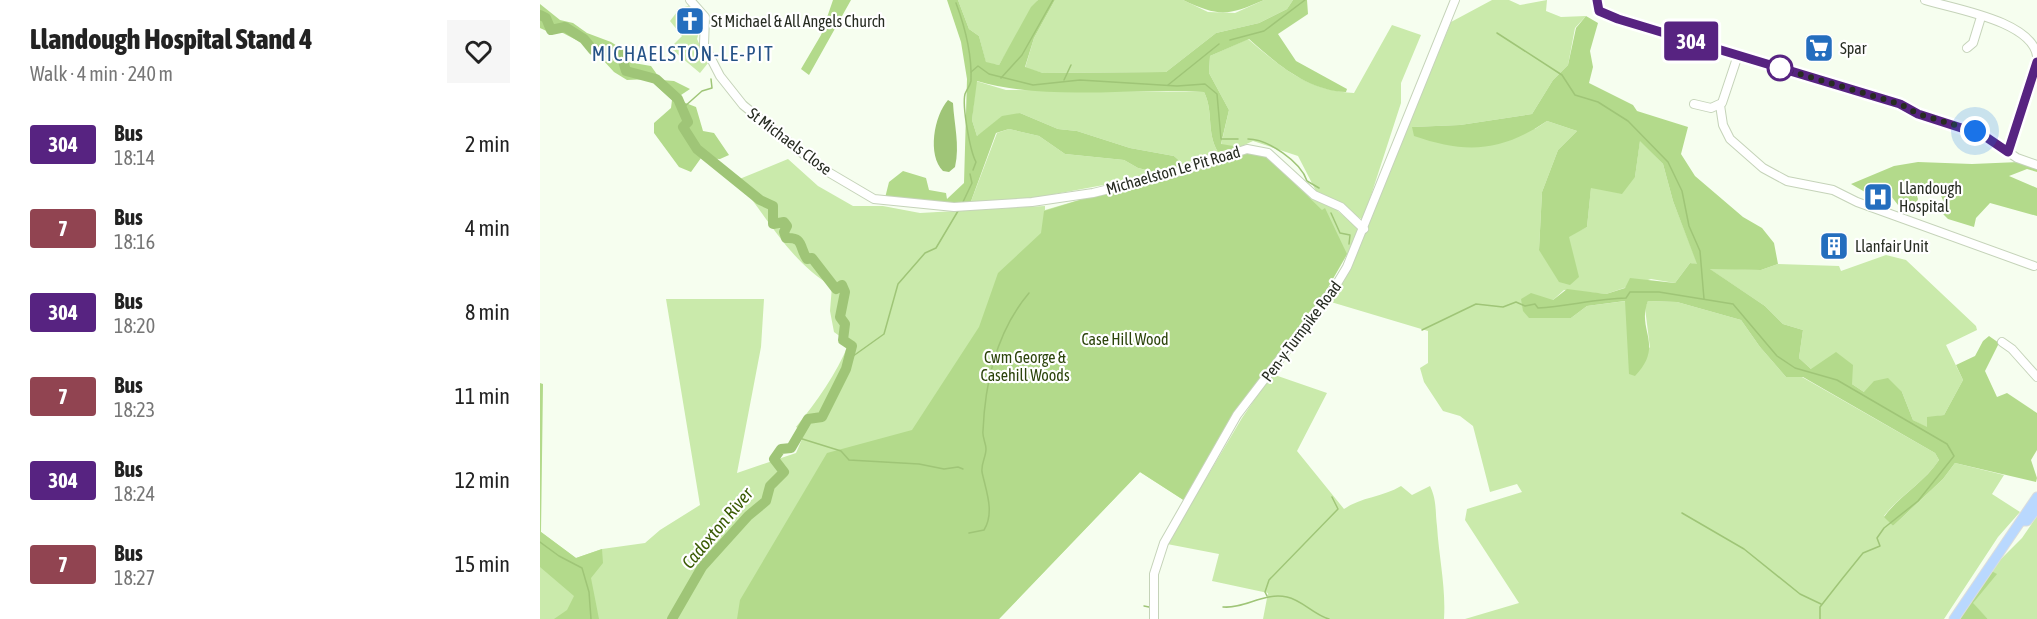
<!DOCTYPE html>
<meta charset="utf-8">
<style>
:root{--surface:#fff;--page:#f6f6f6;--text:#222;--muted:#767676}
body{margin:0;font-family:"Asap Condensed",sans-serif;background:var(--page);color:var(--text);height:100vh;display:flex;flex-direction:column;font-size:22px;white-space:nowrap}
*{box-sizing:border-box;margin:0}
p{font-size:20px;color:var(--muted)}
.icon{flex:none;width:33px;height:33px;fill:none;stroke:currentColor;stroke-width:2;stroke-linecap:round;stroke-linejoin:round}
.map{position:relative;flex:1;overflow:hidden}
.sheet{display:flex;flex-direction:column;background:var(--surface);width:540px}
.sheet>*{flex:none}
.badge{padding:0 12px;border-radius:4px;font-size:21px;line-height:39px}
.you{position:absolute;width:30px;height:30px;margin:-15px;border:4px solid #fff;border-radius:50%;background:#1a73e8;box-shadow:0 0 0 9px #1a73e833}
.map>.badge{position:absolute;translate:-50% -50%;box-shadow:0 0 0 3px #fff}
.round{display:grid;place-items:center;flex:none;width:63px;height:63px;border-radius:0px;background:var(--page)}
.overview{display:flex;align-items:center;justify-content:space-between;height:102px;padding:0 30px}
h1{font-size:28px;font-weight:800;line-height:45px}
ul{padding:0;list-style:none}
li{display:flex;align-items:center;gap:18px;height:84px;padding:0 30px}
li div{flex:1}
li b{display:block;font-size:22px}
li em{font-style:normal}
li .badge{min-width:66px;font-weight:700;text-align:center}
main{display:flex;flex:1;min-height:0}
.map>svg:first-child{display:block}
</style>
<main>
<section class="sheet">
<div class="overview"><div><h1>Llandough Hospital Stand 4</h1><p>Walk · 4 min · 240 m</p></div><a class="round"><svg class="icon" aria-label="heart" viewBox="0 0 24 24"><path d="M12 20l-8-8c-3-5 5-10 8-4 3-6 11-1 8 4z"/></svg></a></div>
<ul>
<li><span class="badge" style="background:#572381;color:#fff">304</span><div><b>Bus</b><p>18:14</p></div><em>2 min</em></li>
<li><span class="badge" style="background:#914451;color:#fff">7</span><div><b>Bus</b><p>18:16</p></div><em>4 min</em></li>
<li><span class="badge" style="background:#572381;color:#fff">304</span><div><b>Bus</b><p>18:20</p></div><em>8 min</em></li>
<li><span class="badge" style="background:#914451;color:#fff">7</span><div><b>Bus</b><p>18:23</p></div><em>11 min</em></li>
<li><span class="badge" style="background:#572381;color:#fff">304</span><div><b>Bus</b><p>18:24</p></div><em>12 min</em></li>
<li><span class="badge" style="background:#914451;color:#fff">7</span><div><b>Bus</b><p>18:27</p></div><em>15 min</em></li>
</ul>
</section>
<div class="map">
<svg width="1497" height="619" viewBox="0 0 1497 619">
<rect width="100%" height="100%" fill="#f6feef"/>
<g fill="#caeaab">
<path d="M418 0H498L459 65 446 63 439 36 429 29Z"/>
<path d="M515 0H643L668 12 695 13 724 0H753L747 9 719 23 676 33 626 72 503 73 485 68 494 38Z"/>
<path d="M952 0H969L980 5 1007 0 1006 11 1021 17 1046 16 1035 28 1028 65 1013 80 992 114 920 125 872 127 995 129 1007 121 1037 131 1018 150 1002 192 999 250 1047 227 1051 187 1095 177 1100 140 1123 164 1133 201 1158 265 1150 263 1135 283 1111 279 1066 294 1024 290 1013 300 1031 318 1047 306 1086 301 1089 328 1110 348 1105 308 1108 301 1137 302 1201 320 1220 347 1246 377H1262L1395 453 1399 460C1384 483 1360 495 1344 516L1353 526 1403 479 1415 463 1464 475 1452 494 1480 512 1458 537 1404 619H925L979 603 925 520 927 509 982 492 977 484 950 492 933 426 920 416 903 411 884 382 880 368 888 363V331L791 302 812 263 911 22Z"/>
<path d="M152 5C163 18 162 24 157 39L168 63 160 73 130 48 142 36 130 21 140 8Z"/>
<path d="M852 25 881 35 861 83V103L823 220 776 191 758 156 713 141 700 147 681 145 689 110 669 73 670 56 708 39C742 68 767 90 814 93Z"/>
<path d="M436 81 466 90 664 92C674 112 666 132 678 152L643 164 634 156 590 148 537 131 518 129 480 113 437 136 432 120Z"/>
<path d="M469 129 499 136 525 154 584 160 598 168 623 174 488 199 430 204 457 133Z"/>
<path d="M705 151C751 173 781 194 818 229L816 239 783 296 744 346 709 399 687 424 645 501 600 472 459 619H0V477L1 532 36 558 62 549 105 543 120 530 160 505 126 299H224L221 347 197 473 256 453 265 432 256 427C277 401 296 375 309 343L294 332 290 311 292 286C250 262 227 217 197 180L248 159 278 186 313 206H343L380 213 505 206V210Z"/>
<path d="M1346 255 1366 260 1436 326 1437 330 1406 345 1423 380 1404 415 1398 416 1387 428 1373 420 1362 392H1324L1312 384 1271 369 1259 358 1263 330 1243 324 1225 306 1168 268 1221 270 1238 264 1299 266 1301 271Z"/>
<path d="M732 374 787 393 757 451 804 509C821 497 843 497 861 486L872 495 890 486C897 501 895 510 897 526 899 558 906 587 904 619H723L728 593 672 581 679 554 627 544 702 418Z"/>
<path d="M1497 516V619H1448L1432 603 1456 574 1450 570 1482 538Z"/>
</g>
<g fill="#b3da8b">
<path d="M293 0H311L269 75 261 69 281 35Z"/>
<path d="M407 0H418L429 29 439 36 446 62 459 65 491 7 498 0H515L494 38 485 67 503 73 626 72 676 33 719 23 747 9 753 0H767L768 14 738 34 756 61 807 89 806 92C767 90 737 64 709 39L670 56 669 73 689 110 681 144 700 147 678 152C666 132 674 112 664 92 589 87 510 102 437 81L432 120 437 136 462 116 480 113 518 129 537 131 590 148 634 156 643 164 623 174 598 168 584 160 525 154 499 136 469 129 456 133 430 204 409 206 345 198 349 182 363 171 386 178 389 190 406 193 407 199 424 183 427 79 421 42Z"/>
<path d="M643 0H724C688 16 679 17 643 0Z"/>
<path d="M0 4 20 20 33 23 47 33 71 42 82 49 88 62 111 66 121 80 134 81 150 89 141 95 143 102 156 107 163 131 174 133 189 155 180 159 161 158 151 172 139 167 114 133V123L131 108 132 100 109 79 87 80 74 72 63 60 61 51 54 45 44 44 21 32 13 34 0 28Z"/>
<path d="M1046 16 1058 23 1050 51 1053 67 1049 83 1093 105 1097 111 1148 127 1141 154 1155 176 1203 217 1222 228 1234 243 1238 264 1221 270 1170 269 1225 306 1243 324 1263 330 1259 358 1271 369 1296 352 1313 365 1312 384 1324 392 1334 381 1348 378 1362 392 1373 420 1387 427V417L1404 415 1423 380 1416 365 1435 356 1443 341 1449 336 1459 343 1445 371 1457 397 1467 393 1497 413V450L1491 460 1497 478 1496 482 1415 463 1403 479 1353 526 1344 517C1360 495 1384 483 1399 460L1395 453 1263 377H1246L1220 347 1201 320 1137 302 1108 301C1096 330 1125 345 1095 376L1089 374 1085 301 1047 306 1031 318H989L983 311 981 299 991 293 1013 300 1027 289 1066 294 1085 288 1090 278 1135 283 1150 263 1157 264 1133 201 1123 164 1100 141 1095 177 1082 194 1051 188 1047 227 1029 237 1039 277 1030 285 1019 282 999 250 1002 192 1018 150 1037 131 1007 121C961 152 926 154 874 136L872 127 920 125 992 114 1013 80 1028 65 1036 28Z"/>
<path d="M708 152 725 155 782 210 785 208 807 254 783 296 744 346 709 399 687 424 645 501 600 472 459 619H197L200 600 287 453 372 430 439 327 458 273 501 233 504 211 556 195 645 175Z"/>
<path d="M1378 162 1432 164 1479 162 1497 167V172L1487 169 1469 176 1497 188V216L1450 203 1436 218 1434 227 1408 219 1400 211 1404 203 1400 193 1393 194 1389 189 1375 190 1378 199 1376 204 1370 207 1371 210 1358 205 1351 196H1332L1311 184 1354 166Z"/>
<path d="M0 383 3 384 1 532 36 558 62 549 63 563 51 578 59 619H14L27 610 34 596 0 567Z"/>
<path d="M1450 570 1457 574 1433 603 1448 619H1418Z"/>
</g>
<path fill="#9fc577" d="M408 100 413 103C414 124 420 145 415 167L409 172 403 171C387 155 394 116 408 100Z"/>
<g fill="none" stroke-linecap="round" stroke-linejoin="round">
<g stroke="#9fc577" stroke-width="1.5">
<path d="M416 3C425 27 432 56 431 81 430 86 427 89 425 94 422 106 430 151 436 162L433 170"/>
<path d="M957 33 1022 75 1035 95 1058 102 1088 121 1128 162 1142 191 1149 226 1160 251 1164 299"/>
<path d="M690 40 724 31 765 0"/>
<path d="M431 72 438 66 449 74 493 85 540 80 637 86 665 84 677 94 681 139H698"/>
<path d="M461 78 482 55 513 0"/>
<path d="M524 80 531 65"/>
<path d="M628 85 679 44"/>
<path d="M144 107 162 91 172 88 171 79"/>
<path d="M708 139C728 139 761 162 767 181L779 188"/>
<path d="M422 204 432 183 430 174"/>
<path d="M791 213 800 233 810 235 809 244"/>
<path d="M882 330 936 304 963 307 976 302 985 306 995 304 998 308C1028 306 1056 299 1086 298L1090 292H1119L1193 304 1237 356 1255 368 1297 380 1407 444 1414 456 1378 501 1344 528 1337 538 1340 546 1323 553 1302 579 1280 607V619"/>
<path d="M309 359 344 334 358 284 385 253 396 248 418 211"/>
<path d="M256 437 301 451 309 460 379 464 404 469 418 467 423 469"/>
<path d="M1142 513 1204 549 1260 594 1281 604"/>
<path d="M429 533 444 530C455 512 446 491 442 472 441 463 446 457 446 449 446 443 442 437 443 431 445 382 457 331 489 293"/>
<path d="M0 542 19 556 42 568 49 592 51 619"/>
<path d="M727 596 725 592 729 580 798 509 792 497"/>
<path d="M604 606 609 607"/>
<path d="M683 607C705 609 723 592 747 597 762 600 774 615 789 619"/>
</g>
<path stroke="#9fc577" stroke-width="10" d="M0 15 6 18 11 30 25 27 44 39 53 50 81 54 86 71 116 79 138 99 148 122 143 127 157 149 220 200 233 206V224L244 222 247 226 244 232 246 238C264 237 259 247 267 259L272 258 296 289 302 285 305 292 300 317 305 324 303 340 312 346 306 369 282 417 268 419 251 448 241 449 234 459 244 472 230 486 226 501 208 516 162 567 132 619"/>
<g stroke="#c5d3b9" stroke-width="10">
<g id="minor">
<path d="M150 0 165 17 164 45 180 76 203 105 278 166 334 199 414 207 492 202 553 193 634 173 707 149 728 153 774 195 801 207 824 229"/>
<path d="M1057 0 1059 11 1078 19 1360 104 1378 114 1443 135 1477 158 1497 165"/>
<path d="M1385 0C1414 9 1492 21 1497 56"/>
<path d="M1427 48 1433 43 1441 17"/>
<path d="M1154 104 1171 108 1182 103 1198 55"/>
<path d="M1180 105 1183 125 1190 139 1223 168 1247 181 1293 190 1317 202 1494 266"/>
<path d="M1468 152 1497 62"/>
<path d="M1462 342 1472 349 1497 377"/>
<path d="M614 619V574L624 543 697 415 795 287 807 267 915 0"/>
</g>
</g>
<g stroke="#dcdddc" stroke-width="11">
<g id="major">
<path d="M1482 521H1487L1497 508"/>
<path d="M1414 619 1497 497"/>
</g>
</g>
<use href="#minor" stroke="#fff" stroke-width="8"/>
<use href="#major" stroke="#b9d8fe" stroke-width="9"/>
</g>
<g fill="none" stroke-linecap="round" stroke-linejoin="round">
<g stroke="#fff" stroke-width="14">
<path id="line" d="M1057 0 1059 11 1078 19 1360 104 1378 114 1443 135 1468 152 1497 62"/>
</g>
<use href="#line" stroke="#572381" stroke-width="9"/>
<path stroke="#272c22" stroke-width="6" stroke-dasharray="0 10.8" d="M1240 68 1360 104 1378 114 1435 131"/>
</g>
<defs>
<g id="church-square" transform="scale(1.5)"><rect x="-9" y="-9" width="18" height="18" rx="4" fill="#246ebe" stroke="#fff"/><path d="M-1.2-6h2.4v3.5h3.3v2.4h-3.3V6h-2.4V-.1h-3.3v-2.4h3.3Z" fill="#fff"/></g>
<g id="supermarket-square" transform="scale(1.5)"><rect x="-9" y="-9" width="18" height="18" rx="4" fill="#246ebe" stroke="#fff"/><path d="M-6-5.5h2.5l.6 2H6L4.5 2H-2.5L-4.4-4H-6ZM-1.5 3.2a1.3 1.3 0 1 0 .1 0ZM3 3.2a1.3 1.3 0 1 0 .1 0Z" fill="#fff"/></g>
<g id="hospital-square" transform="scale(1.5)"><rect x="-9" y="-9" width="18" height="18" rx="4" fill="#246ebe" stroke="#fff"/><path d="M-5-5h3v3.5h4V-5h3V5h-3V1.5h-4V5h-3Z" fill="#fff"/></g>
<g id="building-square" transform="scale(1.5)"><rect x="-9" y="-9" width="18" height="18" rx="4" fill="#246ebe" stroke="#fff"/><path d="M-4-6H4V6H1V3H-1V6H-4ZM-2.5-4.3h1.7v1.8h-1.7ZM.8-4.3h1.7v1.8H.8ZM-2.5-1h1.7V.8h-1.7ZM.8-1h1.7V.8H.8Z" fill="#fff"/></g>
</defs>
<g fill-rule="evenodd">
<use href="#church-square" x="150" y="21"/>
<use href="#supermarket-square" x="1279" y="48"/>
<use href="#hospital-square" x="1338" y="197"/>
<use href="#building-square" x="1294" y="246"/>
</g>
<circle fill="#fff" stroke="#572381" stroke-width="3" cx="1240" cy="68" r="12"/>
<g text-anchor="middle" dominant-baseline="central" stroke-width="4.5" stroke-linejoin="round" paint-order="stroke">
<g font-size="16" fill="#272c22" stroke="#fff" text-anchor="start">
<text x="171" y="21">St Michael &amp; All Angels Church</text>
<text x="1300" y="48">Spar</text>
<text x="1359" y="188">Llandough<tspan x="1359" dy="18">Hospital</tspan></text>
<text x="1315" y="246">Llanfair Unit</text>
</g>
<g font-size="16" fill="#272c22" stroke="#fff">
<text transform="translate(250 141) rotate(37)">St Michaels Close</text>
<text transform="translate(633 170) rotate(-16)">Michaelston Le Pit Road</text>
<text transform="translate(761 331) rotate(-53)">Pen-y-Turnpike Road</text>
</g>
<g font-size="16" fill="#2c440b" stroke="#fff">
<text x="585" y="339">Case Hill Wood</text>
<text x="485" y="357">Cwm George &amp;<tspan x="485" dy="18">Casehill Woods</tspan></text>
</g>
<g font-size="18" font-style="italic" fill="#395a02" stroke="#fff">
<text transform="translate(177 528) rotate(-50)">Cadoxton River</text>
</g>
<g font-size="20" letter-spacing="1.5" fill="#255286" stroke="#fff">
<text x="143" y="53">MICHAELSTON-LE-PIT</text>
</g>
</g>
</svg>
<div class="you" style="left:1435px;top:131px"></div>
<b class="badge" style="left:1151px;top:41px;background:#572381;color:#fff">304</b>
</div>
</main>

→ **Problem description**:
Tally the lines in the records above that hold the word "sheet", and give only that number.

→ **Answer to this problem**:
3